# Records for the task
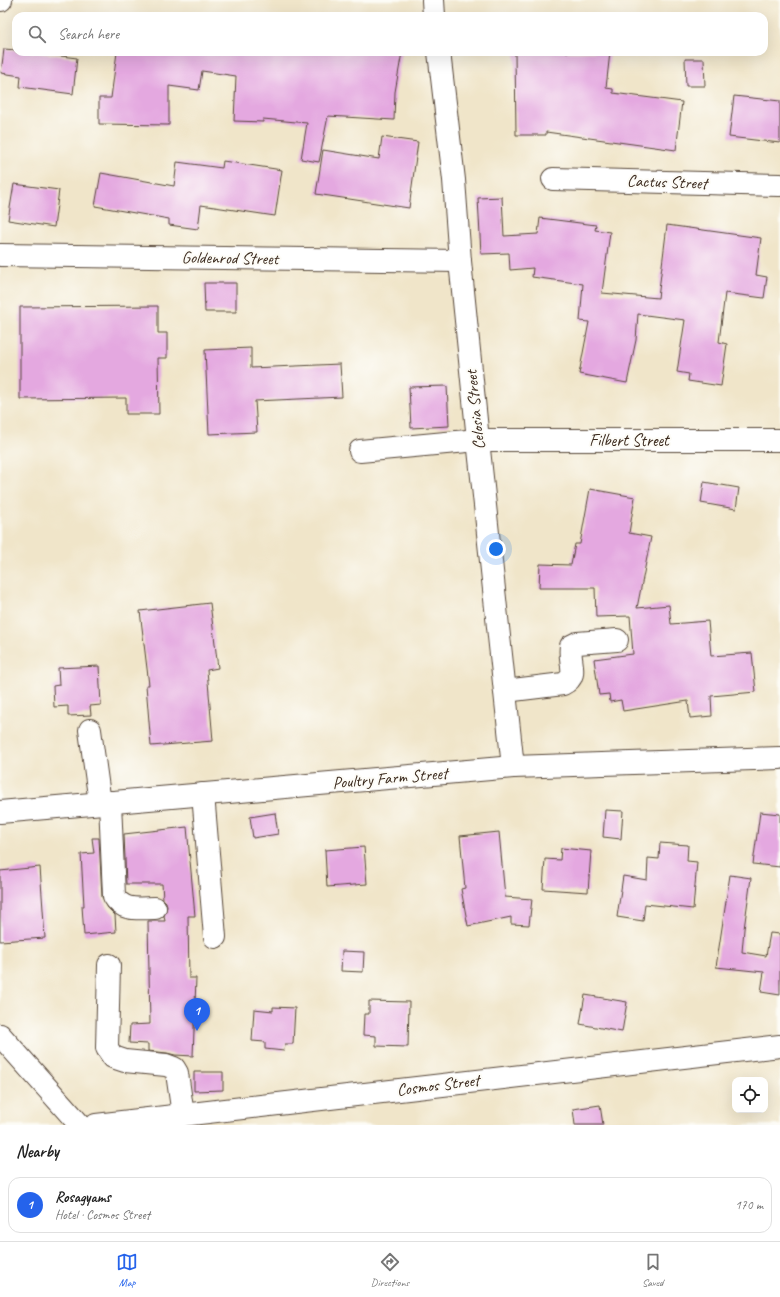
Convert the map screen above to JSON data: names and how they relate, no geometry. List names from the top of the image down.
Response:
{
  "streets": {
    "street": [
      "Cactus Street",
      "Goldenrod Street",
      "Celosia Street",
      "Filbert Street",
      "Poultry Farm Street",
      "Cosmos Street"
    ]
  },
  "crossings": [
    ["Goldenrod Street", "Celosia Street"],
    ["Celosia Street", "Filbert Street"],
    ["Celosia Street", "Poultry Farm Street"]
  ],
  "page": {
    "search": "Search here",
    "pins": "1",
    "heading": "Nearby",
    "list": [
      {
        "mark": "1",
        "name": "Rosagyams",
        "note": "Hotel · Cosmos Street",
        "value": "170 m"
      }
    ],
    "nav": ["Map", "Directions", "Saved"]
  }
}
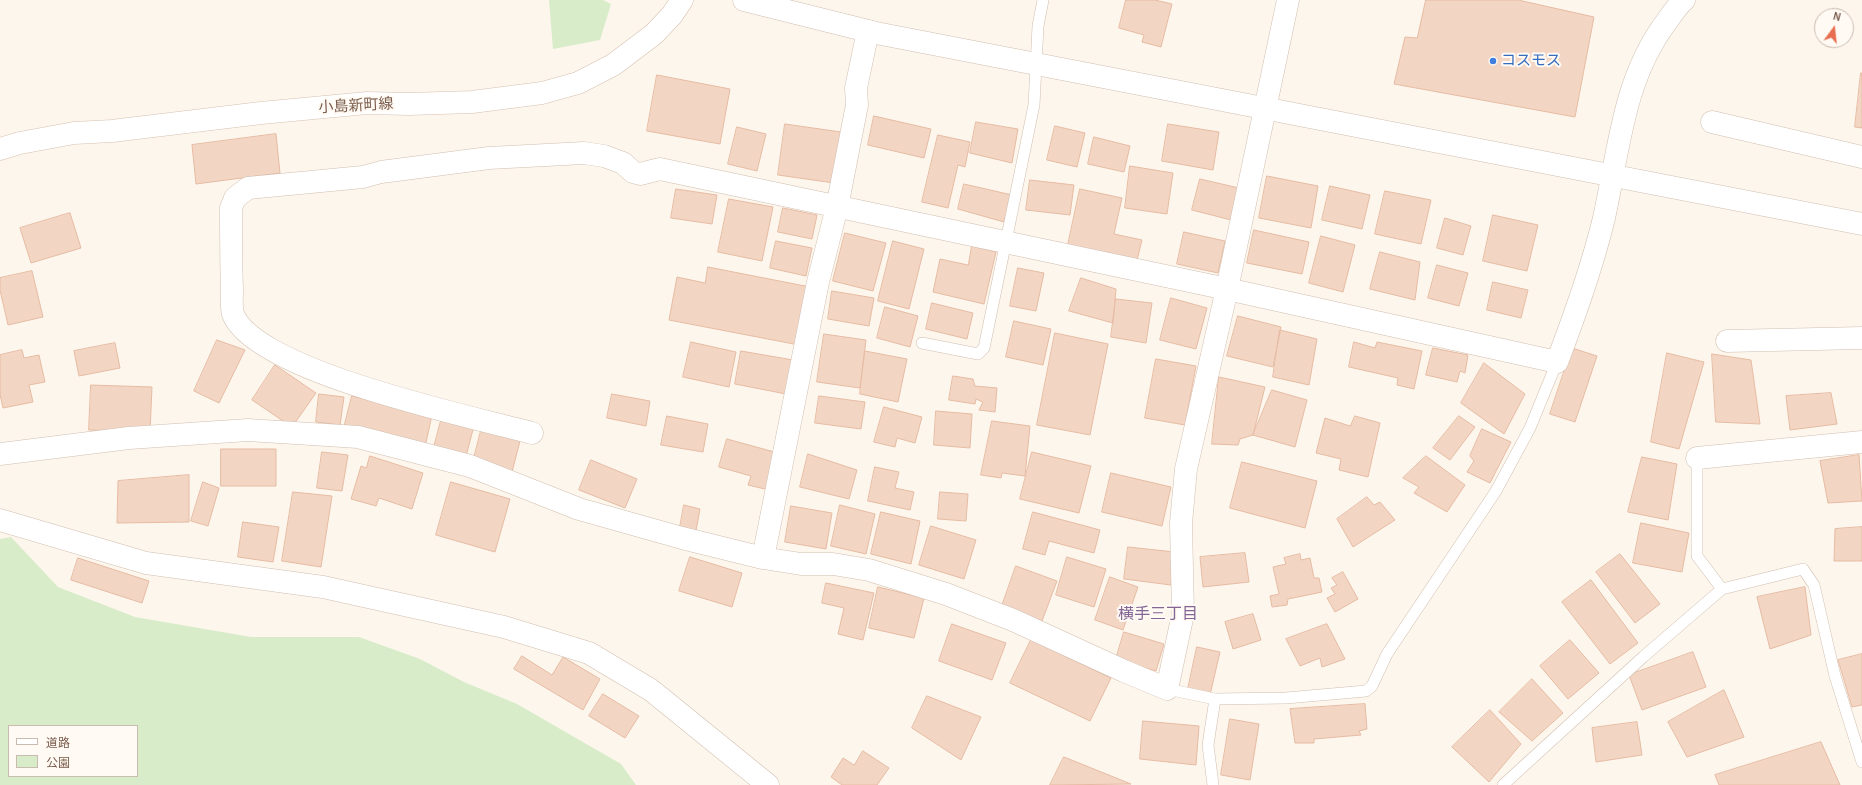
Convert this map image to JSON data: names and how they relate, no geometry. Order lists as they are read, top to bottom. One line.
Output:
{"streets":{"street":["小島新町線"]},"districts":["横手三丁目"],"places":["コスモス"],"legend":["道路","公園"],"north":"top"}
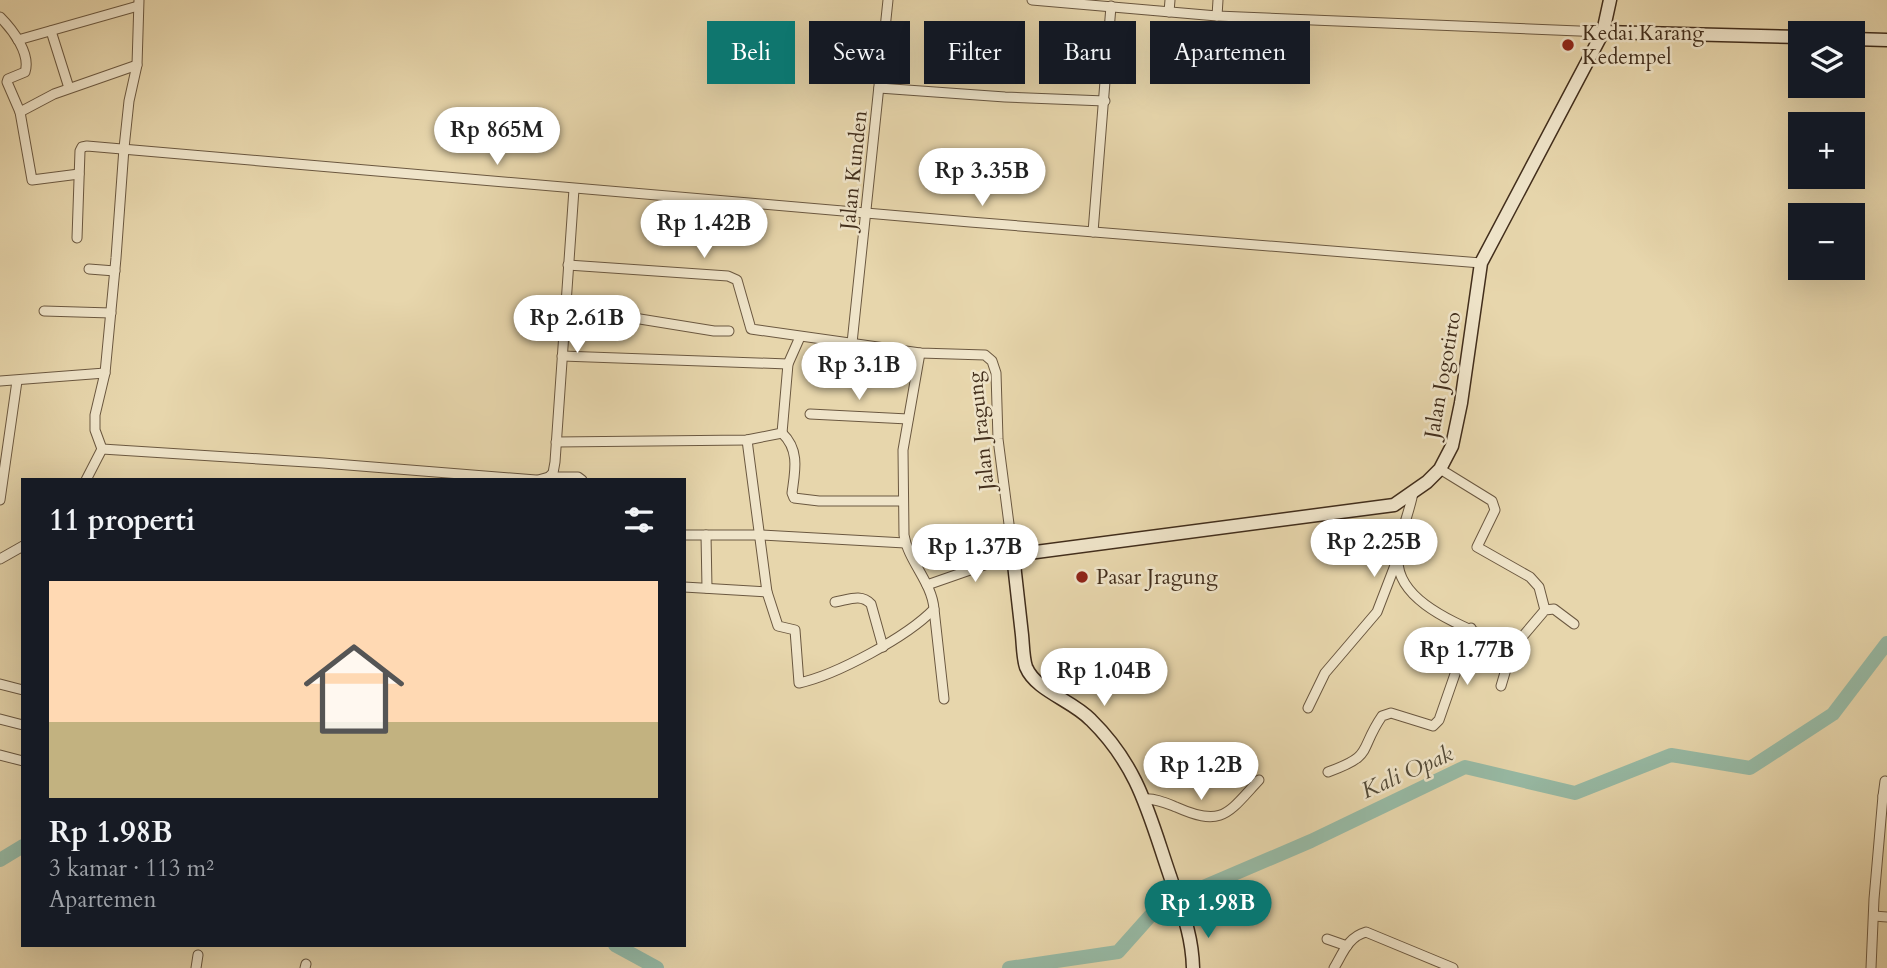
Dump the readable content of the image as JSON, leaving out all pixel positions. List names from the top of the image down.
{
  "streets": {
    "street": ["Jalan Kunden", "Jalan Jogotirto", "Jalan Jragung"]
  },
  "crossings": [
    ["Jalan Kunden", "Jalan Jragung"],
    ["Jalan Jogotirto", "Jalan Jragung"]
  ],
  "water": ["Kali Opak"],
  "places": ["Kedai Karang Kedempel", "Pasar Jragung"],
  "page": {
    "map_buttons": ["+", "−"],
    "chip": [
      "Beli",
      "Sewa",
      "Filter",
      "Baru",
      "Apartemen"
    ],
    "price": [
      "Rp 865M",
      "Rp 3.35B",
      "Rp 1.42B",
      "Rp 2.61B",
      "Rp 3.1B",
      "Rp 2.25B",
      "Rp 1.37B",
      "Rp 1.77B",
      "Rp 1.04B",
      "Rp 1.2B",
      "Rp 1.98B"
    ],
    "heading": "11 properti",
    "list": [
      {
        "name": "Rp 1.98B",
        "note": "3 kamar · 113 m² · Apartemen"
      }
    ]
  }
}
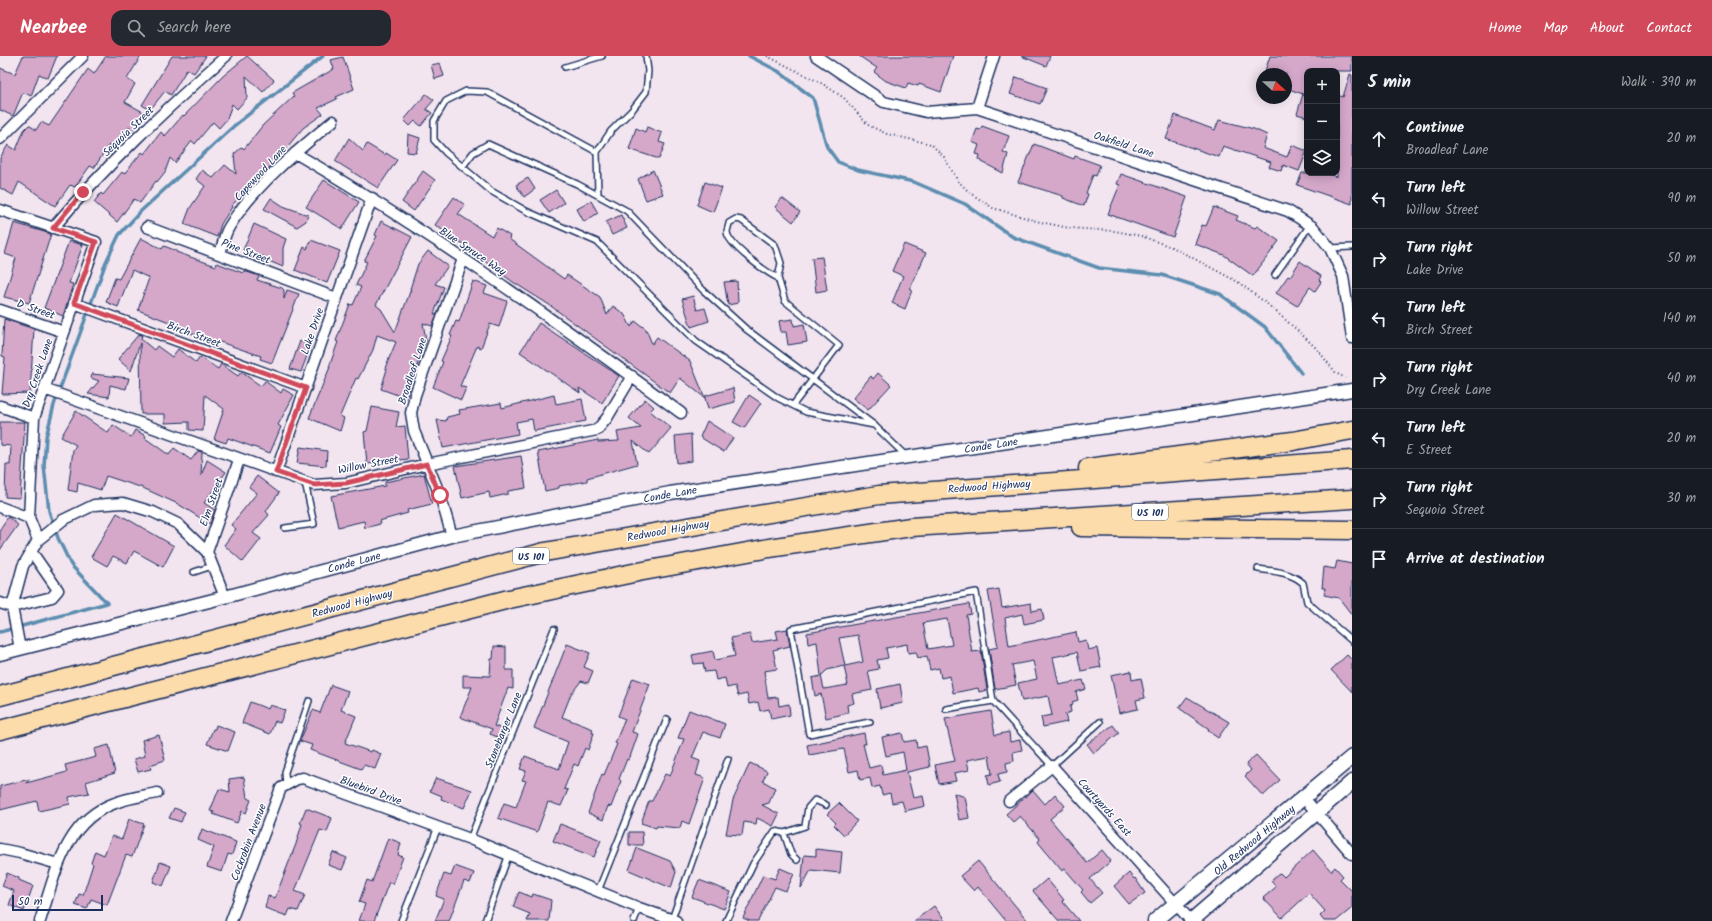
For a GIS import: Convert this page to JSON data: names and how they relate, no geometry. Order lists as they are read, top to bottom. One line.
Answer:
{"streets":{"highway":["Redwood Highway","US 101"],"main road":["Old Redwood Highway"],"street":["Sequoia Street","Oakfield Lane","Capewood Lane","Pine Street","Blue Spruce Way","D Street","Lake Drive","Birch Street","Broadleaf Lane","Dry Creek Lane","Conde Lane","Willow Street","Elm Street","Bluebird Drive","Courtyards East","Cockrobin Avenue"],"lane":["Stonebarger Lane"]},"crossings":[["Sequoia Street","Dry Creek Lane"],["Capewood Lane","Pine Street"],["Capewood Lane","Blue Spruce Way"],["Pine Street","Lake Drive"],["Blue Spruce Way","Lake Drive"],["Blue Spruce Way","Broadleaf Lane"],["Blue Spruce Way","Willow Street"],["D Street","Dry Creek Lane"],["Lake Drive","Birch Street"],["Lake Drive","Willow Street"],["Birch Street","Dry Creek Lane"],["Broadleaf Lane","Conde Lane"],["Broadleaf Lane","Willow Street"],["Dry Creek Lane","Willow Street"],["Willow Street","Elm Street"],["Stonebarger Lane","Bluebird Drive"],["Bluebird Drive","Cockrobin Avenue"],["Courtyards East","Old Redwood Highway"]],"scale_bar":"50 m","north":"right","page":{"header":"Nearbee","search":"Search here","nav":["Home","Map","About","Contact"],"heading":["5 min","Walk · 390 m"],"map_buttons":["+","−"],"list":[["Continue","Broadleaf Lane","20 m"],["Turn left","Willow Street","90 m"],["Turn right","Lake Drive","50 m"],["Turn left","Birch Street","140 m"],["Turn right","Dry Creek Lane","40 m"],["Turn left","E Street","20 m"],["Turn right","Sequoia Street","30 m"],"Arrive at destination"],"scale":"50 m"}}
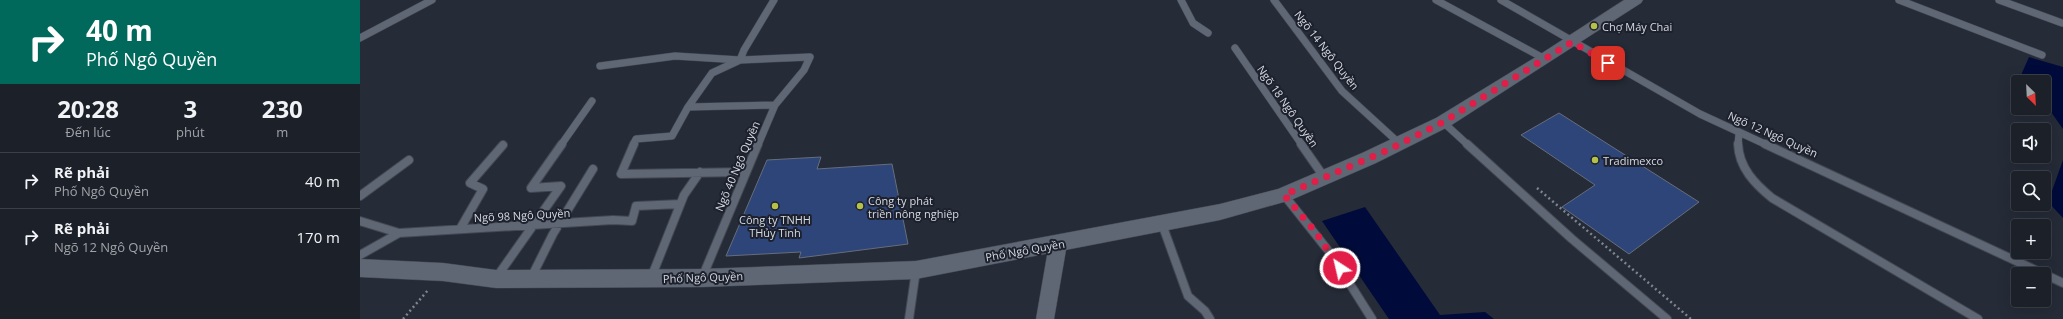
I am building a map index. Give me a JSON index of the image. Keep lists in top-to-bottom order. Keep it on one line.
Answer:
{"streets":{"street":["Phố Ngô Quyền"],"lane":["Ngõ 14 Ngô Quyền","Ngõ 18 Ngô Quyền","Ngõ 12 Ngô Quyền","Ngõ 40 Ngô Quyền","Ngõ 98 Ngô Quyền"]},"crossings":[["Ngõ 14 Ngô Quyền","Phố Ngô Quyền"],["Ngõ 18 Ngô Quyền","Phố Ngô Quyền"],["Ngõ 12 Ngô Quyền","Phố Ngô Quyền"],["Ngõ 40 Ngô Quyền","Phố Ngô Quyền"]],"places":["Chợ Máy Chai","Tradimexco","Công ty TNHH THủy Tinh","Công ty phát triền nông nghiệp"],"north":"bottom right","page":{"turn":["40 m","Phố Ngô Quyền"],"map_buttons":["+","−"],"eta":["20:28","Đến lúc","3","phút","230","m"],"list":[{"name":"Rẽ phải","note":"Phố Ngô Quyền","value":"40 m"},{"name":"Rẽ phải","note":"Ngõ 12 Ngô Quyền","value":"170 m"}]}}
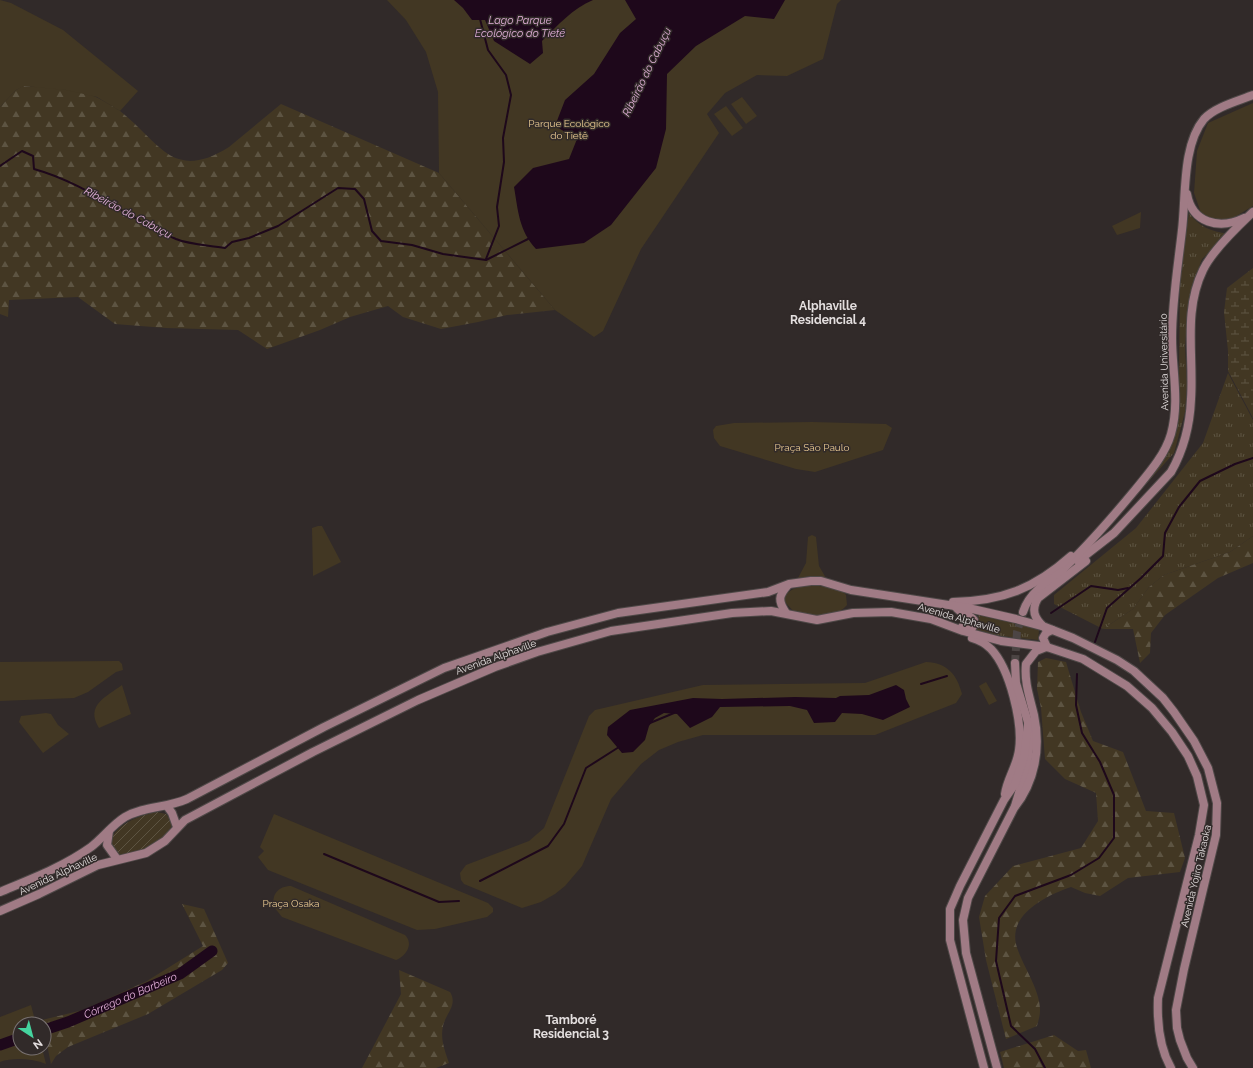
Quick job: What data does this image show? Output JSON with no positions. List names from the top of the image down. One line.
{"streets":{"main road":["Avenida Universitário","Avenida Alphaville","Avenida Yojiro Takaoka"]},"crossings":[["Avenida Alphaville","Avenida Yojiro Takaoka"]],"districts":["Alphaville Residencial 4","Tamboré Residencial 3"],"water":["Lago Parque Ecológico do Tietê","Ribeirão do Cabuçu","Córrego do Barbeiro"],"parks":["Parque Ecológico do Tietê","Praça São Paulo","Praça Osaka"],"north":"bottom right"}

# Work task
Each line in the data that holds the string "they" must be returned.

# Task solution
Convert the map screen above to JSON data: names and how they relate, no geometry. List names from the top of the image down.
Convert this map image to JSON data: names and how they relate, no geometry. Order lists as they are read, top to bottom. One line.
For a GIS import: Convert this page to JSON data: names and how they relate, no geometry. Order lists as they are read, top to bottom. One line.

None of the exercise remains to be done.